Conventional parenting then asks: "how do we make the kid not do X?" Everything it does is an answer to this question. First you tell the kid why X is bad. This isn't an open ended discussion. You are trying to persuade him, but not thinking "maybe he's right" whenever he says stuff.
If you tell the kid why you think X is bad, and he still thinks X is good, then he "doesn't listen" and it's time for more drastic measures. That's because the issue is how to make the kid not do X, and explanations are deemed ineffective, so we move on to other ways to achieve the same goal. So next parents manipulate. They say X makes them feel bad, or they say it will make the neighbors feel bad, or they lie about how it breaks a law or angers God, or they never remind the kid to do X and always remind him of Y, or they try to make him feel guilty about doing X, or whenever he is about to do X they order him to do a chore.

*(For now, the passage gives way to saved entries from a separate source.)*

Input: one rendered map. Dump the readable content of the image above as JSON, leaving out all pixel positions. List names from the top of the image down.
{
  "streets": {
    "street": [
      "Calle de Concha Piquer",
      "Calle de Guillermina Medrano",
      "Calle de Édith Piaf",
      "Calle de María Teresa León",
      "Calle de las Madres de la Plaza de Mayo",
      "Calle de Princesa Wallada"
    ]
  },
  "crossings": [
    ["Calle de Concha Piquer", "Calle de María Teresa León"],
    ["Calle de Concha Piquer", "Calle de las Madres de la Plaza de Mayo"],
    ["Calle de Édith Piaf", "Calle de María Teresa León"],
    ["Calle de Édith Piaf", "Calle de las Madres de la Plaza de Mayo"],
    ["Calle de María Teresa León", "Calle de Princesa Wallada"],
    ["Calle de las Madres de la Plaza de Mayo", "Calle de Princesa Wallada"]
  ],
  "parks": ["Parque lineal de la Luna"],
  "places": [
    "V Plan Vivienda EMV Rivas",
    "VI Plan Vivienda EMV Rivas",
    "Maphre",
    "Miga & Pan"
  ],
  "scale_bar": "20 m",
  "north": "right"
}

If that doesn't work, they threaten the kid, and start moving on to punishments and getting angry. That usually works because kids would usually rather give up X than have their parents openly trying to hurt them. If that doesn't work, they deem him a "bad egg" and make his life hell all the time or get him diagnosed with a mental illness and drug him, or send him to a reform school to get rid of him.
TCS has a different approach. It starts with an entirely different question, which is: is X good or bad? Then everything it does is about how to find the truth of the matter, without assuming what's true from the start.
Suppose a parent thinks pizza is so unhealthy it should never be eaten, and tofu is so healthy it should be eaten very frequently by all people.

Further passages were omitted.